Metadata that synthesis rules can evaluate includes:
- The magnitude of the value.
- The source system from which the value originated.
- The recency of the fragment from which the value originated.
- The frequency of the value's occurrence, among all occurring values for the attribute.
Although the synthesis process produces a resolved entity, our solutions also retain the original, pre-synthesis fragments. These are maintained and accessible as long as the entity exists in the solution.
Typically, fragments are only accessed directly for non-operational purposes like validating the entity resolution process. However, the fragment data can be used instead of or in addition to the resolved entity data operationally, if needed.
Even after an entity has been resolved, our solution maintains all of the original fragments that were used to create it, even those that did not contribute any data to the resolved entity.
This allows us to maintain the provenance of a cluster and its associated entity. This is primarily leveraged in two major ways: entity re-evaluation, and entity investigation.
Consider two fragments which do not match directly, and do not have any mutual matches between them. These fragments would belong to distinct entities in one of our solutions.
However, operational systems routinely have new data enter the system.
New fragments, when combined with the existing fragments, may create a mutual match (or chain of matches) between fragments that previously had no connection. This new match indicates that two (or more) previously-formed entities are actually the same entity.
This can only work if all of the original fragments are still there, since some or all of a fragment’s data might not be retained to the final entity at the end of the resolution process.
If one of those originally-unused fragments is essential to the new match, discarding it precludes the ability to ever make that new match. This places significant limitations on the ability to re-evaluate entities: data from any system that is added after the initial matching takes place is less useful.
Our solutions do retain all original fragments and always work from the fragment level, so new data can be continually evaluated in context with all prior fragments. Any data contributed to the system can fully contribute to entity resolution, no matter when it is added.
For example, consider a pair of fragments A and B. When these fragments first enter a MIOsoft entity resolution solution, there is no direct or mutual match between them, so they are placed in separate clusters.
This creates separate entities, Entity 1 and Entity 2, based off of the clusters containing fragments A and B. The entities are then made available for operational use.
Later, a new fragment C enters the system. This fragment matches both A and B.
When this match is made, Entity 1 and Entity 2 needs to be re-evaluated.
Fragments A, C, and B now belong to the same cluster (match group). The cluster is passed through the synthesis process, resulting in Entity 3.
Entities 1 and 2 are removed, and Entity 3 created. This process is relatively efficient because our solution maintains the previously-created data structures.
Although this example illustrates the essential behavior of what is taking place during entity resolution, note that in practice it would be common for the linked entities to be resolved from multiple fragments each.
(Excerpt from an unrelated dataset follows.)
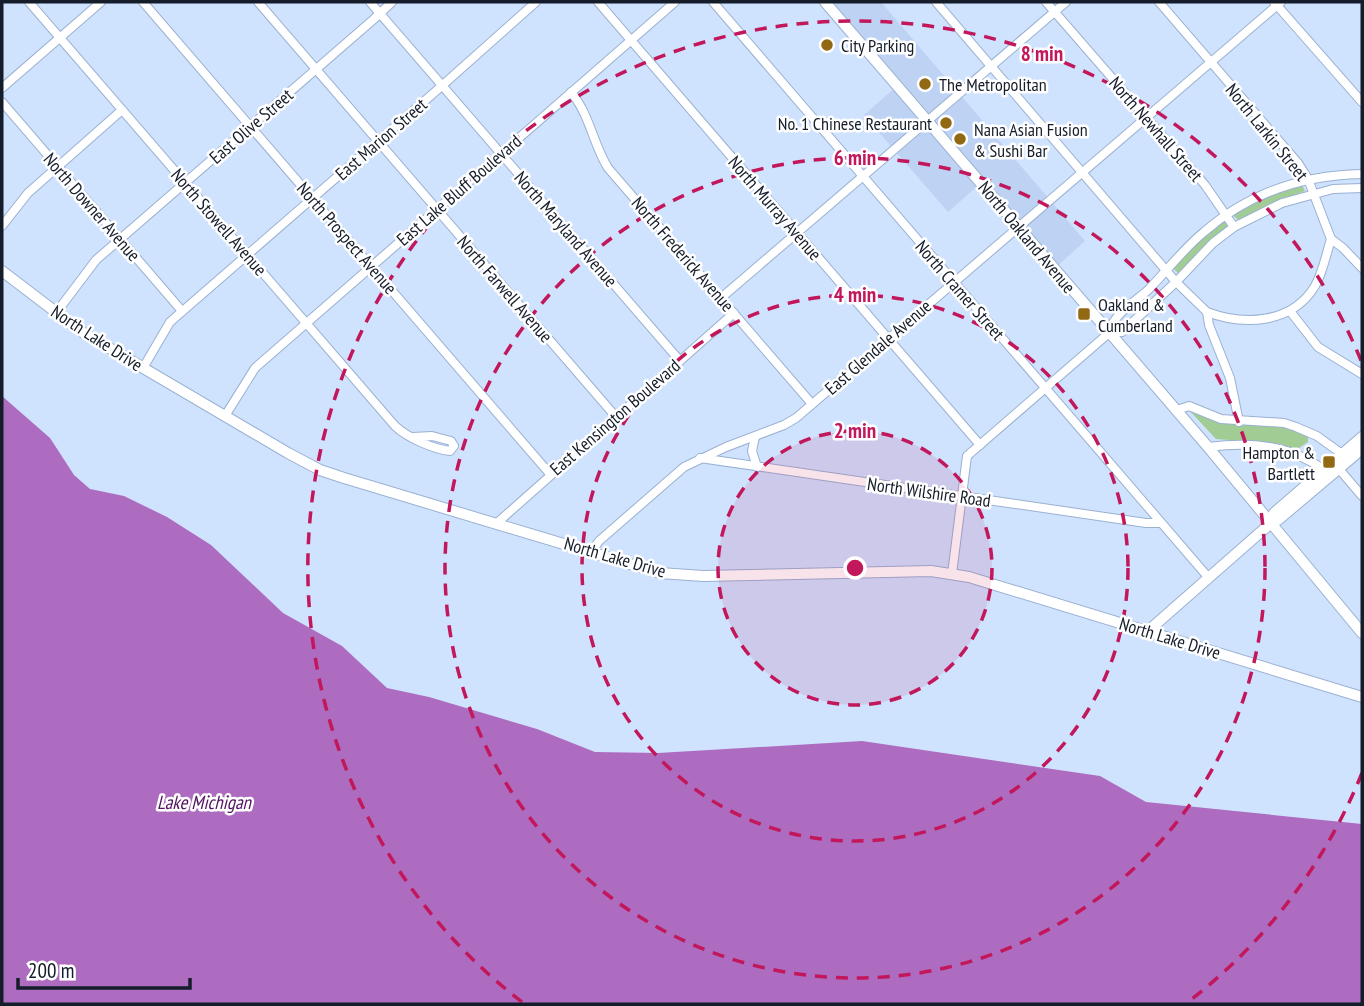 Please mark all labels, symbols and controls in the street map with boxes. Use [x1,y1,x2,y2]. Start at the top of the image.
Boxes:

It is also possible for more than two entities to be re-evaluated as a single fragment group.
Since our solutions retain the original fragments that were used to create an entity, these fragments can be retrieved and examined even while the resolved entity is also being used operationally.
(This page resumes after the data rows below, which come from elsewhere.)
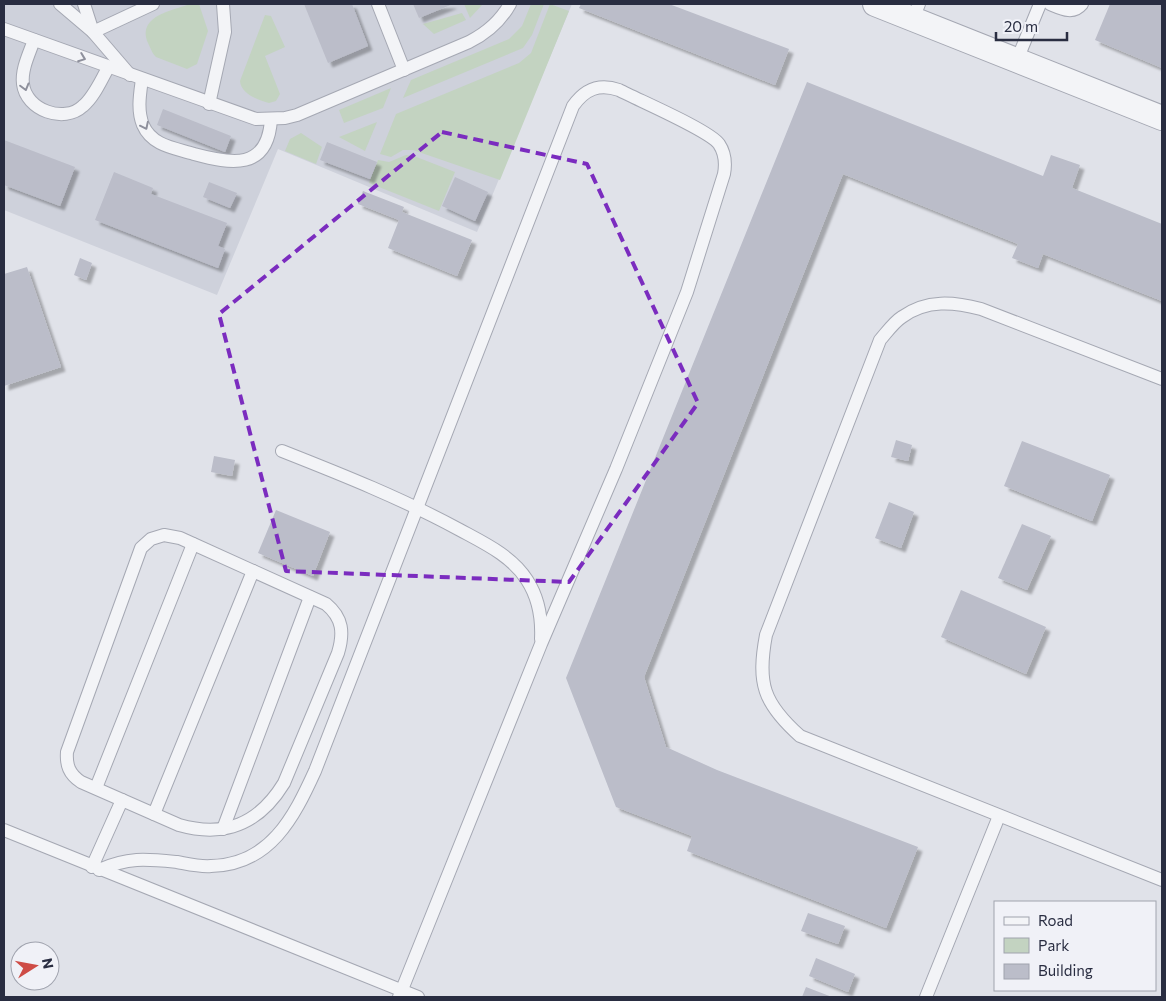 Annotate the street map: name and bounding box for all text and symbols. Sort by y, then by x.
scale bar [996,10,1067,42]
text: 20 m [1004,17,1038,35]
one-way arrow [78,52,86,62]
one-way arrow [19,82,30,91]
one-way arrow [139,121,149,130]
legend [994,901,1156,991]
text: Road [1038,911,1073,929]
text: Park [1038,936,1069,954]
north arrow [10,941,60,991]
text: N [39,957,58,970]
text: Building [1038,961,1093,979]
This allows the entity resolution process to be investigated and analyzed long-term, not just during initial development. Fragment access post-synthesis can be used for purposes like continuous improvement, error correction, and root cause analysis.
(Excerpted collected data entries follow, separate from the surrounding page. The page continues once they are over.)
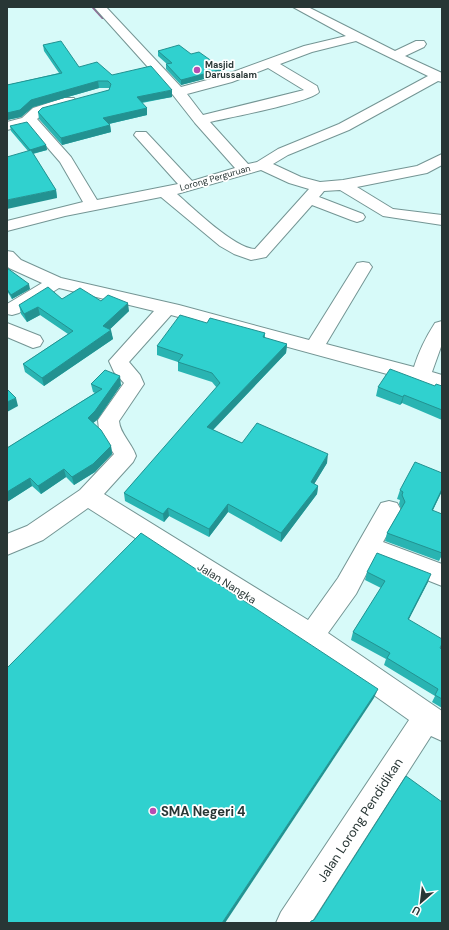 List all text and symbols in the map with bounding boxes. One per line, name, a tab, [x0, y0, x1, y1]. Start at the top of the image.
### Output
place label: Masjid Darussalam	[205, 59, 257, 81]
marker: Masjid Darussalam	[192, 65, 202, 75]
street label: Lorong Perguruan	[178, 162, 252, 194]
street label: Jalan Nangka	[195, 559, 259, 607]
street label: Jalan Lorong Pendidikan	[313, 755, 407, 885]
place label: SMA Negeri 4	[161, 803, 245, 820]
marker: SMA Negeri 4	[148, 806, 158, 816]
north arrow	[401, 882, 441, 922]
text: U	[410, 903, 423, 919]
These types of long-term improvement are only possible when the original fragments remain accessible; if only the resolved entities are retained, data is technically lost at every step.
For example, consider a situation in which a customer service representative enters a person's name as "Cate."
This fragment then goes through the entity resolution process.
If the existing entity—which matches the fragment in every other respect—spells the name "Kate," and no other information is retained, incorporating the new fragment into the entity is not well-informed: is the entity name misspelled, or is the new fragment's name misspelled?
But if the fragments behind the existing entity are retained, there can be additional evidence regarding which value is correct, or possibly evidence that the correct value is not known.
Consider a situation where fragments used to create the existing entity are evenly split between "Cate" and "Kate." Depending on the solution configuration, the entity can be flagged because the name choice cannot be made confidently, or synthesis rules may use an alternate form of decision-making where value frequency is not decisive.
For instance, in the top Entity 25 of the diagram, "Kate" could be selected because the fragment that was created earliest used "Kate," or because a generally-trustworthy system used "Kate," because "Kate" is more common than "Cate," or perhaps "Kate" was simply selected arbitrarily.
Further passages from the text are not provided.